* _What needs to be done_:
Go through the data line by line. Copy each one holding the string "Cortland".
*** Material for the task ***
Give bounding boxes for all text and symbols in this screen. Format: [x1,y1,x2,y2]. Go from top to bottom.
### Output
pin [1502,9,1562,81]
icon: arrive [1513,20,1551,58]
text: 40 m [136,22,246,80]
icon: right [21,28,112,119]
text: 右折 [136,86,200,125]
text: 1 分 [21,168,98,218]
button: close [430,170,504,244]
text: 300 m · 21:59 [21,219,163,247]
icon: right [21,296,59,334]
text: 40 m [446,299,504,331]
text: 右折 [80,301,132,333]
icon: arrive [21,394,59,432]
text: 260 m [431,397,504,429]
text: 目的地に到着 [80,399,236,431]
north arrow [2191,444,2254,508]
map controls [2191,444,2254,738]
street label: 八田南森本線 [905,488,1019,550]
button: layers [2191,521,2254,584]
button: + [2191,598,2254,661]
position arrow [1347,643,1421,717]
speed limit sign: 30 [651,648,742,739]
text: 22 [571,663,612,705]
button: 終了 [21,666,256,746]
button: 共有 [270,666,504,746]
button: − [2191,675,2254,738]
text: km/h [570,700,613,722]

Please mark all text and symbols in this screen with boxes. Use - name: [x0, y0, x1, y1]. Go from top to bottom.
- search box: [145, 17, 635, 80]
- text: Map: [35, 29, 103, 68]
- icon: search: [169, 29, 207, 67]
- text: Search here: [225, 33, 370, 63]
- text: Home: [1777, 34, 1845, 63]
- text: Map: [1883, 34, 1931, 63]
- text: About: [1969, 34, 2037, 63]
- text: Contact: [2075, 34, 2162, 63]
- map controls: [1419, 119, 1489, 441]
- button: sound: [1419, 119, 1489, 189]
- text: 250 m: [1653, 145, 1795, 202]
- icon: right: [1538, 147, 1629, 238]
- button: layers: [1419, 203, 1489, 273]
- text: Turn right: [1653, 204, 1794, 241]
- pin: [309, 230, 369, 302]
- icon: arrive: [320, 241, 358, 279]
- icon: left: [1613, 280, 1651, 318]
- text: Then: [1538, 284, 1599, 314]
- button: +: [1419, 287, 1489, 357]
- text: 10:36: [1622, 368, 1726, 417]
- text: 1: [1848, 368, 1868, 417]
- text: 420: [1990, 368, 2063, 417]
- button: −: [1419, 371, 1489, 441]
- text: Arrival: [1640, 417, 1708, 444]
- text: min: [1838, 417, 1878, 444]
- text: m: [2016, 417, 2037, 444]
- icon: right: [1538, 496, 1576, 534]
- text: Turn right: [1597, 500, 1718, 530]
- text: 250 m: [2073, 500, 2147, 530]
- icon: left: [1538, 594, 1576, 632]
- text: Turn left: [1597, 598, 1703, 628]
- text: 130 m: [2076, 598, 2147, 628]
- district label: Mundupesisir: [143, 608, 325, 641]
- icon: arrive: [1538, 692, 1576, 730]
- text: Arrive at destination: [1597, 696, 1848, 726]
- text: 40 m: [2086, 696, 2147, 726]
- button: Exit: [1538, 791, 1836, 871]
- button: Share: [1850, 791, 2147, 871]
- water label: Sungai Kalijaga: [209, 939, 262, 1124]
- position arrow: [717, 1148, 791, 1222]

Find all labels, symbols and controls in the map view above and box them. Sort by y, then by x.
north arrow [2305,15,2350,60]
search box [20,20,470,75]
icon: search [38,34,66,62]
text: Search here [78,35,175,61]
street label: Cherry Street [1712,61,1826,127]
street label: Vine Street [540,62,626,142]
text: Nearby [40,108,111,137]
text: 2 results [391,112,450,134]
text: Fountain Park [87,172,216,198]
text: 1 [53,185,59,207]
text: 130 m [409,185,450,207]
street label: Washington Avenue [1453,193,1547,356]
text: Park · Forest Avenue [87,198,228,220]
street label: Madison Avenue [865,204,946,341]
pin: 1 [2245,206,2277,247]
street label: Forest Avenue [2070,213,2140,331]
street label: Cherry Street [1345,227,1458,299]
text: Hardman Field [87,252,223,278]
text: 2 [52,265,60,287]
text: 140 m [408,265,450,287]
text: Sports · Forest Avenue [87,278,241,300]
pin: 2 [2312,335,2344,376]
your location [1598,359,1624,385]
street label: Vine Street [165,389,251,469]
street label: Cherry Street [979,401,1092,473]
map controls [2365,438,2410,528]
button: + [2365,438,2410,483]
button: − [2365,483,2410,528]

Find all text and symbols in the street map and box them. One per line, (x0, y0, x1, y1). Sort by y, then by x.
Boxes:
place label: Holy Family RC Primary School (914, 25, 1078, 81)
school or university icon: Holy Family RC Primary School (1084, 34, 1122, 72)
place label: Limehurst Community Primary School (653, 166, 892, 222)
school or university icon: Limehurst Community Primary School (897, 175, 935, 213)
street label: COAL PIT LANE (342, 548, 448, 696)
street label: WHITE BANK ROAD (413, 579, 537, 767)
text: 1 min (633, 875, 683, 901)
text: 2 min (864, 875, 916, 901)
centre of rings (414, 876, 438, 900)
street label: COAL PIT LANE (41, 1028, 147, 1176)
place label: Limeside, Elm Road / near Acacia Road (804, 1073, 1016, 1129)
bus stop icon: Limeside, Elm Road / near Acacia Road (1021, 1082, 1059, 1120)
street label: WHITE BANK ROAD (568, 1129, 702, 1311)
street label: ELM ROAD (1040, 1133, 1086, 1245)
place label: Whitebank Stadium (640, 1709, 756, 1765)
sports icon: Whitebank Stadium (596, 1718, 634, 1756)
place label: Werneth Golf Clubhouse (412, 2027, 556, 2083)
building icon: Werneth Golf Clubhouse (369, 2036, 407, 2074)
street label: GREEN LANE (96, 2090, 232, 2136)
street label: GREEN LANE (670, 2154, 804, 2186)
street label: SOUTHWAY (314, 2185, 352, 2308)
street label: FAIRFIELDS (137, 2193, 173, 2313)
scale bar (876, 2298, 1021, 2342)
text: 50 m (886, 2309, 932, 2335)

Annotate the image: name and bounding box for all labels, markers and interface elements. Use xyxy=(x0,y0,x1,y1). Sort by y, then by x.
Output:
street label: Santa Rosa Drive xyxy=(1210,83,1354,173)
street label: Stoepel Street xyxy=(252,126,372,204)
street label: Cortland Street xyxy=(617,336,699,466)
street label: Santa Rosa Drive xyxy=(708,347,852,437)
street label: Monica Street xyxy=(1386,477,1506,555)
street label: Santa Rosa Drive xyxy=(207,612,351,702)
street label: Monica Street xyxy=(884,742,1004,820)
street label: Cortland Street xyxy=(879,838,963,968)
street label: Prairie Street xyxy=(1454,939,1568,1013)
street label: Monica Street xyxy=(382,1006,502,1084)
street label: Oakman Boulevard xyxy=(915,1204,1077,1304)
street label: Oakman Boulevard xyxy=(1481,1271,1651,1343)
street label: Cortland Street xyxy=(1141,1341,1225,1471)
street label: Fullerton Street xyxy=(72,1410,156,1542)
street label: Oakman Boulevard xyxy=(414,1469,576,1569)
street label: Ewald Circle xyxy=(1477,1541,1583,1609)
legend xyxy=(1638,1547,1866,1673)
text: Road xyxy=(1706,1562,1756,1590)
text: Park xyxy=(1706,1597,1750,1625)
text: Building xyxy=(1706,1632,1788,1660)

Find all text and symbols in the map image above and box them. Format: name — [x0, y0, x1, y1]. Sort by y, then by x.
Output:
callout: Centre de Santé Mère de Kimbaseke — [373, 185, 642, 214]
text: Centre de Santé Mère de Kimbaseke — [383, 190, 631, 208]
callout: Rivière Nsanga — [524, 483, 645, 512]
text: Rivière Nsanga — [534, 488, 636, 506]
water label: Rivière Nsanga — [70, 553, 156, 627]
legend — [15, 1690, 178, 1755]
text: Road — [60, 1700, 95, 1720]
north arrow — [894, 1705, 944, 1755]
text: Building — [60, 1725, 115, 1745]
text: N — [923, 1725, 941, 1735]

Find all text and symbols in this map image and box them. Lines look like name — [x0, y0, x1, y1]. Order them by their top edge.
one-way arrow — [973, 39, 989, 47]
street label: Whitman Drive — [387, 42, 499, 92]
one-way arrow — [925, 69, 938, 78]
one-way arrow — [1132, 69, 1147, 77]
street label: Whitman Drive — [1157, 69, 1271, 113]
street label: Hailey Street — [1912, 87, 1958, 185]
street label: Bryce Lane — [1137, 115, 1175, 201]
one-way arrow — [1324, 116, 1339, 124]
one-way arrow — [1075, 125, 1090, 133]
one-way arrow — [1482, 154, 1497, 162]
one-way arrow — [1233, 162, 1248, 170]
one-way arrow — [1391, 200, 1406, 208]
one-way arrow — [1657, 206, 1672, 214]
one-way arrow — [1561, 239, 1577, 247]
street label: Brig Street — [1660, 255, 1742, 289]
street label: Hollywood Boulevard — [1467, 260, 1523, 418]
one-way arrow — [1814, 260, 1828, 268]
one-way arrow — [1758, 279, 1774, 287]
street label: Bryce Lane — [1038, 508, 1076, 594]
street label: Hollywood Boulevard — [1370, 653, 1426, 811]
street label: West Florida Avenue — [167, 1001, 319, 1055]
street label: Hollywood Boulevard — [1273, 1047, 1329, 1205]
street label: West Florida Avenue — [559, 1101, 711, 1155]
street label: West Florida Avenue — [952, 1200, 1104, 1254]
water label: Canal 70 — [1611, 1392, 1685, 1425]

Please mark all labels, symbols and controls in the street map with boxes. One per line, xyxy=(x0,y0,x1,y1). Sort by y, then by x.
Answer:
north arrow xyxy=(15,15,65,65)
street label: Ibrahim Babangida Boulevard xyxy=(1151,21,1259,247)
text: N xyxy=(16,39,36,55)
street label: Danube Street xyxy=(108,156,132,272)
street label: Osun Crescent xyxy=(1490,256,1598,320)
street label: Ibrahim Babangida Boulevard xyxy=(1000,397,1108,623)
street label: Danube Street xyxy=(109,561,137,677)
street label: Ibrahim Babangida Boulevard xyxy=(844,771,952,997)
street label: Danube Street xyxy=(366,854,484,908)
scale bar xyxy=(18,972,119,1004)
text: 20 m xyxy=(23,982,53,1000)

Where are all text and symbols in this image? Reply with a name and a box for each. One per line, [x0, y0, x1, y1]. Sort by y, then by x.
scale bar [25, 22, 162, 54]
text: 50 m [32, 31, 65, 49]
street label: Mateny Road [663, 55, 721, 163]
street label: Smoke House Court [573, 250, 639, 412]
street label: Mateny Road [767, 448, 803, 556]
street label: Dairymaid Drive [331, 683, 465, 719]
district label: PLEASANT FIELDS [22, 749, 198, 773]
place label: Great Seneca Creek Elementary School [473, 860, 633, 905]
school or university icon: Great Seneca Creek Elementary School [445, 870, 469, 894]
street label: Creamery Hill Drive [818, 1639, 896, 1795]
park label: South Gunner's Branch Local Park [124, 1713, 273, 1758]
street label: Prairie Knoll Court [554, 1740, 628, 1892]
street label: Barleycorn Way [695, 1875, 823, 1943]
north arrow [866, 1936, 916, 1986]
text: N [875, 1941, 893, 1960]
*** End of Material for the task ***
* _Expected answer_:
street label: Cortland Street xyxy=(617,336,699,466)
street label: Cortland Street xyxy=(879,838,963,968)
street label: Cortland Street xyxy=(1141,1341,1225,1471)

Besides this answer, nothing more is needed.